The warm wave coming this week will shift weeds into overdrive. Get to work!

* Weed, weed, weed! Whack them before they flower.

* Mulch around plants to conserve moisture and control weeds.

* Smell orange blossoms? Feed citrus trees with a low dose of balanced fertilizer (such as 10-10-10) during bloom to help set fruit. Keep an eye out for ants.

* Apply slow-release fertilizer to the lawn.

* Thoroughly clean debris from the bottom of outdoor ponds or fountains.

* Spring brings a flush of rapid growth, and that means your garden is really hungry. Feed shrubs and trees with a slow-release fertilizer. Or mulch with a 1-inch layer of compost.

* Azaleas and camellias looking a little yellow? If leaves are turning yellow between the veins, give them a boost with chelated iron.

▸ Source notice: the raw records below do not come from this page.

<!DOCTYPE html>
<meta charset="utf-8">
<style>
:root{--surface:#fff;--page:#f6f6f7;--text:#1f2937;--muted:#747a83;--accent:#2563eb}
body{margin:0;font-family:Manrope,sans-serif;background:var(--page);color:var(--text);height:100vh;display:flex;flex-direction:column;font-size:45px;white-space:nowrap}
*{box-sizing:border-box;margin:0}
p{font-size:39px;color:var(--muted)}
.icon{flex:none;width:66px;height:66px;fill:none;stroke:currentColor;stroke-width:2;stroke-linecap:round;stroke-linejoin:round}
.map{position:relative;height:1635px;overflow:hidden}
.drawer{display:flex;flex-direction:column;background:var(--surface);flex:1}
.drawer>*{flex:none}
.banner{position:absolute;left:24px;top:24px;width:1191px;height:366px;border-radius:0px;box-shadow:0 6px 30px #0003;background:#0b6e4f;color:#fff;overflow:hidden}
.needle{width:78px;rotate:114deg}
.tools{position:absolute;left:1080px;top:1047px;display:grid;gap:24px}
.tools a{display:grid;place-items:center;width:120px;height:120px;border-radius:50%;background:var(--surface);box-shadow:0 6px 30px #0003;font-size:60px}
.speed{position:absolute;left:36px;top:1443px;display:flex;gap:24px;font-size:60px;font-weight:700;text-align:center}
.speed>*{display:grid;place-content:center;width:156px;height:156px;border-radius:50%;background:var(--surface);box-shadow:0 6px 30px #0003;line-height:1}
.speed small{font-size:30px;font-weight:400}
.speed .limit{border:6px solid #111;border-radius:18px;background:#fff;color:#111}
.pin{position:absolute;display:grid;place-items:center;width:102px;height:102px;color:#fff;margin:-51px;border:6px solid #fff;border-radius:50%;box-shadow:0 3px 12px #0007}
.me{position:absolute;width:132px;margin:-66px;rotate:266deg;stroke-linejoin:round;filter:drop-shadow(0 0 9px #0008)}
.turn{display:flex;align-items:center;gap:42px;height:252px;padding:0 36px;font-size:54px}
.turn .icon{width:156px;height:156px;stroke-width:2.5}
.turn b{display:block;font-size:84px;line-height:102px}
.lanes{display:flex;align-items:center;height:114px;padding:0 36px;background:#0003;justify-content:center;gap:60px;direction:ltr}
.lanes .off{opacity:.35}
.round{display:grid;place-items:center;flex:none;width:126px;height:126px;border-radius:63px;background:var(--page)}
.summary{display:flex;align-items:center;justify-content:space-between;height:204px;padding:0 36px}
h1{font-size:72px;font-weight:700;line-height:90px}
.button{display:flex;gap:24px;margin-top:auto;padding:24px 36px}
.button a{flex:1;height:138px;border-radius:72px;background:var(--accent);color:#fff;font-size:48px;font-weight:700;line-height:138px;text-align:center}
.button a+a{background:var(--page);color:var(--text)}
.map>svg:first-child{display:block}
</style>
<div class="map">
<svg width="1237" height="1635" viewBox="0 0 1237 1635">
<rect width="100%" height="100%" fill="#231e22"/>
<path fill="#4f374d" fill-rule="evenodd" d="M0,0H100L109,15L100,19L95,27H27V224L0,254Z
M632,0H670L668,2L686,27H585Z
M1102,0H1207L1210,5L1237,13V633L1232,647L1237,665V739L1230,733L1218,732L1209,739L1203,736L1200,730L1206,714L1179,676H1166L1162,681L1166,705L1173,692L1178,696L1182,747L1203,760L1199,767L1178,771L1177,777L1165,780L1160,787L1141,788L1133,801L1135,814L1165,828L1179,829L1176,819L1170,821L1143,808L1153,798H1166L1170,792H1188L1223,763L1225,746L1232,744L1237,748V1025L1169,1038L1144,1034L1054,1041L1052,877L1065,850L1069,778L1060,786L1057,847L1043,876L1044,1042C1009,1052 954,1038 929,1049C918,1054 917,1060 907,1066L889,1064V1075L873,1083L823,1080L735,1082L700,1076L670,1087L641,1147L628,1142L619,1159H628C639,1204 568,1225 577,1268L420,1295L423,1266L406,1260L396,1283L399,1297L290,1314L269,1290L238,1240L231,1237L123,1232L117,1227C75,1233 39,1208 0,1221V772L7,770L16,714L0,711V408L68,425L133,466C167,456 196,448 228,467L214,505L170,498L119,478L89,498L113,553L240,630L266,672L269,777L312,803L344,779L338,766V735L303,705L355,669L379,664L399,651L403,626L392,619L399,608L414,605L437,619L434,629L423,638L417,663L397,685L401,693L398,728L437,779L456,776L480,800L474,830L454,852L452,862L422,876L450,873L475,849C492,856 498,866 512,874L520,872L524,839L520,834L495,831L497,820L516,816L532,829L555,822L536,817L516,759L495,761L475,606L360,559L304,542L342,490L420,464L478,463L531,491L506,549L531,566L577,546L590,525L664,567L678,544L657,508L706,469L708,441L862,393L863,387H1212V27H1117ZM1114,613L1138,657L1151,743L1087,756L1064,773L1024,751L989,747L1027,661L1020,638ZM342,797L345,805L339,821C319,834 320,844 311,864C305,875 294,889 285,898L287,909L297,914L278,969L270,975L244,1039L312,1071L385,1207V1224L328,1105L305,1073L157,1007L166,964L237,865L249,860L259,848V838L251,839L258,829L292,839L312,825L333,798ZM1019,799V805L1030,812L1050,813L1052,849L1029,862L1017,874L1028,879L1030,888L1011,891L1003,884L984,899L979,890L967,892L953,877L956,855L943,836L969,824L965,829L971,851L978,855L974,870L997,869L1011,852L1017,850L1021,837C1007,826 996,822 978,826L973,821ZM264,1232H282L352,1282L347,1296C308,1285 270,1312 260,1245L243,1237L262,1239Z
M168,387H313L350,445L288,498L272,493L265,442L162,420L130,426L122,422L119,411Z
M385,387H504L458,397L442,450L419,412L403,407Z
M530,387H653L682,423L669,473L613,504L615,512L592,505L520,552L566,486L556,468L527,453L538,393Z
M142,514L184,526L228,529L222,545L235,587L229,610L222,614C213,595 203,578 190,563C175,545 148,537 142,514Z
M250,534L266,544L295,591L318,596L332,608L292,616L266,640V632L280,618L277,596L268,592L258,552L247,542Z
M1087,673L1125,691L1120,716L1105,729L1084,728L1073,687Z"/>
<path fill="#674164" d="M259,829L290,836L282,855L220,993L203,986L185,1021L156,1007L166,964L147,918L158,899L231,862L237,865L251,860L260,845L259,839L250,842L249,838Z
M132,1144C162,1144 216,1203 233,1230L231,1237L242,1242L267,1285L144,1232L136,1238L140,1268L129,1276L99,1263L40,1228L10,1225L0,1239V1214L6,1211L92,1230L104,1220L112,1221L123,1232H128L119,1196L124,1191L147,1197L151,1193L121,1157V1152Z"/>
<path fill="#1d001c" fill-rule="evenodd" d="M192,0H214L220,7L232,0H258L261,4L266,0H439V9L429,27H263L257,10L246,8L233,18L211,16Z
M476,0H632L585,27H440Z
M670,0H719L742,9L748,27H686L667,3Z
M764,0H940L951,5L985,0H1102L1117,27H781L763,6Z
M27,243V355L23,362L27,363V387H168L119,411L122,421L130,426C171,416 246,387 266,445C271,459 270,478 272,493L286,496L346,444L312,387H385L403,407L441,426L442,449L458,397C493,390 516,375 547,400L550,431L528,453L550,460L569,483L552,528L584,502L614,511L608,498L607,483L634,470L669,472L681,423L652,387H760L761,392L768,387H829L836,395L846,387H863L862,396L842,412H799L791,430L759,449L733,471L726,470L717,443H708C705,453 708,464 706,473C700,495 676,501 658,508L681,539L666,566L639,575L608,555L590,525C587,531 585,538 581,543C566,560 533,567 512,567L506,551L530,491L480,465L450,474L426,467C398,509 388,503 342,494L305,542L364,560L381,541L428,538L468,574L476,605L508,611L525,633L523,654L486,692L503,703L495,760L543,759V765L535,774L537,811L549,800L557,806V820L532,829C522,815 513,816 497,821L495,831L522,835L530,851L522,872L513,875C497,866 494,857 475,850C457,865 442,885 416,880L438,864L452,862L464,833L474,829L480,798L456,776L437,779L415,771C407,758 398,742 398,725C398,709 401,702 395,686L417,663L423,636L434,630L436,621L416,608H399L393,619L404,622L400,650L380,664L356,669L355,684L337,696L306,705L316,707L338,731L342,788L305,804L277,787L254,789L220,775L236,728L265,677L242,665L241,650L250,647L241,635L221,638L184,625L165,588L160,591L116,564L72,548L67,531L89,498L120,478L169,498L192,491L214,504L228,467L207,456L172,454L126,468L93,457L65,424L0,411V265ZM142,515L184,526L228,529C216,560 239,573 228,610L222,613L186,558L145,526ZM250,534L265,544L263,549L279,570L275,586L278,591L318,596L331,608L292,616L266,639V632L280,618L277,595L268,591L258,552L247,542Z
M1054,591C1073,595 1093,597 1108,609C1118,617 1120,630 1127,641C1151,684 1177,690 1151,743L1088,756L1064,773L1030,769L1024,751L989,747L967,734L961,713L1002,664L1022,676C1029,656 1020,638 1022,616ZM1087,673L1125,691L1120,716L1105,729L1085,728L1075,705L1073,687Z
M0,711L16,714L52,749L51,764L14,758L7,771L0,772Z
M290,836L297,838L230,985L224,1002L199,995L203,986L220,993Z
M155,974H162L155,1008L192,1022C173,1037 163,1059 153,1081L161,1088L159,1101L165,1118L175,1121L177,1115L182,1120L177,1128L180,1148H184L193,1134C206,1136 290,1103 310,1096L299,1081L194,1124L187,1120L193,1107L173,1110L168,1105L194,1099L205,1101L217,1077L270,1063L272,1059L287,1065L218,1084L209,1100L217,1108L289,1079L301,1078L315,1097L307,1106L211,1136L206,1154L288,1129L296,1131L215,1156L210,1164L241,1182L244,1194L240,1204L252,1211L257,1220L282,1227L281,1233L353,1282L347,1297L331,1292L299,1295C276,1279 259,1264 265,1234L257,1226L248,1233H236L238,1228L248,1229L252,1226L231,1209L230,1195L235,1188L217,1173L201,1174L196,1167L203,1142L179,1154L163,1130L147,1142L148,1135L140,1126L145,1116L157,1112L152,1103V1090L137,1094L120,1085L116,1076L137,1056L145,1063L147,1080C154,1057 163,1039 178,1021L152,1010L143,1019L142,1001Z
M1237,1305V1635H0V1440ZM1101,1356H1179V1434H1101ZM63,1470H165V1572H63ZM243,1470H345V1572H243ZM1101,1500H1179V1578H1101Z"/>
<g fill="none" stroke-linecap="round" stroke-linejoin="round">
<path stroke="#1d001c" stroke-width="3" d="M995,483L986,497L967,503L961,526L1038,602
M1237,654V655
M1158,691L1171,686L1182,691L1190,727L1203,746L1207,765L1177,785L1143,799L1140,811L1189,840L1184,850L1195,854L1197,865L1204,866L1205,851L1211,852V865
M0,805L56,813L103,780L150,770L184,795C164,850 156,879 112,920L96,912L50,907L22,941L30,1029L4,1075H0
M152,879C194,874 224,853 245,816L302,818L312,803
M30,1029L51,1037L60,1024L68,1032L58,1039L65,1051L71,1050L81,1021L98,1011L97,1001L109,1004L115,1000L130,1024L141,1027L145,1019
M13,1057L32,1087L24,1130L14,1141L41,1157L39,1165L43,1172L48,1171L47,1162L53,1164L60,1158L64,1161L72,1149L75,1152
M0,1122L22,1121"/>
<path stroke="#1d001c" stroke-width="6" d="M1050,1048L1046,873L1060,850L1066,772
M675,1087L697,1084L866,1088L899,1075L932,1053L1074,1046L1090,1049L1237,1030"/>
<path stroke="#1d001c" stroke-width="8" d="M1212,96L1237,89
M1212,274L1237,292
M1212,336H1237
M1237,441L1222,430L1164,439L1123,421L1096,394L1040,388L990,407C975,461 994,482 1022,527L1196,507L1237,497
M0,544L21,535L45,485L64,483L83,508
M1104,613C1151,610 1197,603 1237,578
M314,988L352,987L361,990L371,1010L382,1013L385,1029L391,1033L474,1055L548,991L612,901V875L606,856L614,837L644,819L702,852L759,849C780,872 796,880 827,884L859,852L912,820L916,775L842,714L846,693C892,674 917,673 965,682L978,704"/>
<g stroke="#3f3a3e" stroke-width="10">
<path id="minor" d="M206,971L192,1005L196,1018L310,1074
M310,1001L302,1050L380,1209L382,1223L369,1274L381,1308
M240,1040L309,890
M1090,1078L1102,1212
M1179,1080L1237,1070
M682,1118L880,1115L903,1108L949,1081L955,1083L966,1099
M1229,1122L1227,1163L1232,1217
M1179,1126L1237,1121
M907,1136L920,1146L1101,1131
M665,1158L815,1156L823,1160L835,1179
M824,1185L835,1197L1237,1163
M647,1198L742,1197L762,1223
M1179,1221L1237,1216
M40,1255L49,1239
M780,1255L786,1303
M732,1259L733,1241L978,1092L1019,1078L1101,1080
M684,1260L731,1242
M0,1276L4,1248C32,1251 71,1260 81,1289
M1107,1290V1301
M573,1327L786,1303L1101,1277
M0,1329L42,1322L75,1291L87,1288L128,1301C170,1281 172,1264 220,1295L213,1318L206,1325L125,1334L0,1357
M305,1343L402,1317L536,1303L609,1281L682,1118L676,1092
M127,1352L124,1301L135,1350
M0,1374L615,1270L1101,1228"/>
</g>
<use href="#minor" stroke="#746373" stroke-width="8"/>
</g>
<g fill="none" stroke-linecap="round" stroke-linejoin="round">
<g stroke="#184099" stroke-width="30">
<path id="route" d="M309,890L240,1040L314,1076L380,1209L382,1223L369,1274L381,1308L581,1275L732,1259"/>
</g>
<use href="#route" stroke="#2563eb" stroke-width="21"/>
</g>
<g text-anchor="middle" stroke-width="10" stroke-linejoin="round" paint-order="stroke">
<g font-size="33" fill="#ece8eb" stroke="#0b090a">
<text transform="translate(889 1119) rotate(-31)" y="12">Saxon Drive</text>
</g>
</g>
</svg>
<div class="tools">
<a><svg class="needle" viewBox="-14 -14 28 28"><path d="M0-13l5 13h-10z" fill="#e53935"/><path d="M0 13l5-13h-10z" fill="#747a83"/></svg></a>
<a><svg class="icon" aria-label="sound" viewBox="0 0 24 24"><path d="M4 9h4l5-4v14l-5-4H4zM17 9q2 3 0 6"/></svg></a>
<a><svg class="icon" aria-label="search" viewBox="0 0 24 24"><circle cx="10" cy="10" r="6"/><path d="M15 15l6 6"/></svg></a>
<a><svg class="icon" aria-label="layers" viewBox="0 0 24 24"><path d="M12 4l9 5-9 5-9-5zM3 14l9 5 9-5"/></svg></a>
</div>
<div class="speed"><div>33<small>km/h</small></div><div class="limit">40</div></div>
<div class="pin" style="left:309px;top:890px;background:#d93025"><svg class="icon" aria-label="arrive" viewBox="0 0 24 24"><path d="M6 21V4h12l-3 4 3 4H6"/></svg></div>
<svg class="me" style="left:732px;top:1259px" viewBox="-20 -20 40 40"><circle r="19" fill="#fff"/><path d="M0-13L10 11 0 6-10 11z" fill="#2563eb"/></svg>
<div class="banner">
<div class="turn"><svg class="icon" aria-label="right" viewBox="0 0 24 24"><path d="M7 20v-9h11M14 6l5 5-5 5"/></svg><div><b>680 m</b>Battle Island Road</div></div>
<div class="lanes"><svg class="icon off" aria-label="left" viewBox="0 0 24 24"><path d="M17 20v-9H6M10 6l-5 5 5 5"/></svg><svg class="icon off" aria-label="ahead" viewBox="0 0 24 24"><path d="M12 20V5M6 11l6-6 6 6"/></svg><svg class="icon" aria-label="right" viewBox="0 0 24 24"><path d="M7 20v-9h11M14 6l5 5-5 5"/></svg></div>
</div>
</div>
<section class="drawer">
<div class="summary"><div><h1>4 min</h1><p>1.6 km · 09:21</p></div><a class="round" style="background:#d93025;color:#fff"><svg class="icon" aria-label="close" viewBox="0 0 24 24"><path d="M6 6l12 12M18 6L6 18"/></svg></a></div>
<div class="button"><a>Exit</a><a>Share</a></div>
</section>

* Trim dead flowers but not leaves from spring-flowering bulbs such as daffodils and tulips. Those leaves gather energy to create next year's flowers. Also, give the bulbs a fertilizer boost after bloom.

* Pinch chrysanthemums back to 12 inches for fall flowers. Cut old stems to the ground.

* From seed, plant beans, beets, cantaloupes, carrots, corn, cucumbers, melons, radishes and squash. Plant onion sets.

* In the flower garden, plant seeds for asters, cosmos, celosia, marigolds, salvia, sunflowers and zinnias. Transplant petunias, zinnias, geraniums and other summer bloomers.

* Plant perennials and dahlia tubers for summer bloom. April is about the last chance to plant summer bulbs, such as gladiolus and tuberous begonias.

* Transplant lettuce and cabbage seedlings.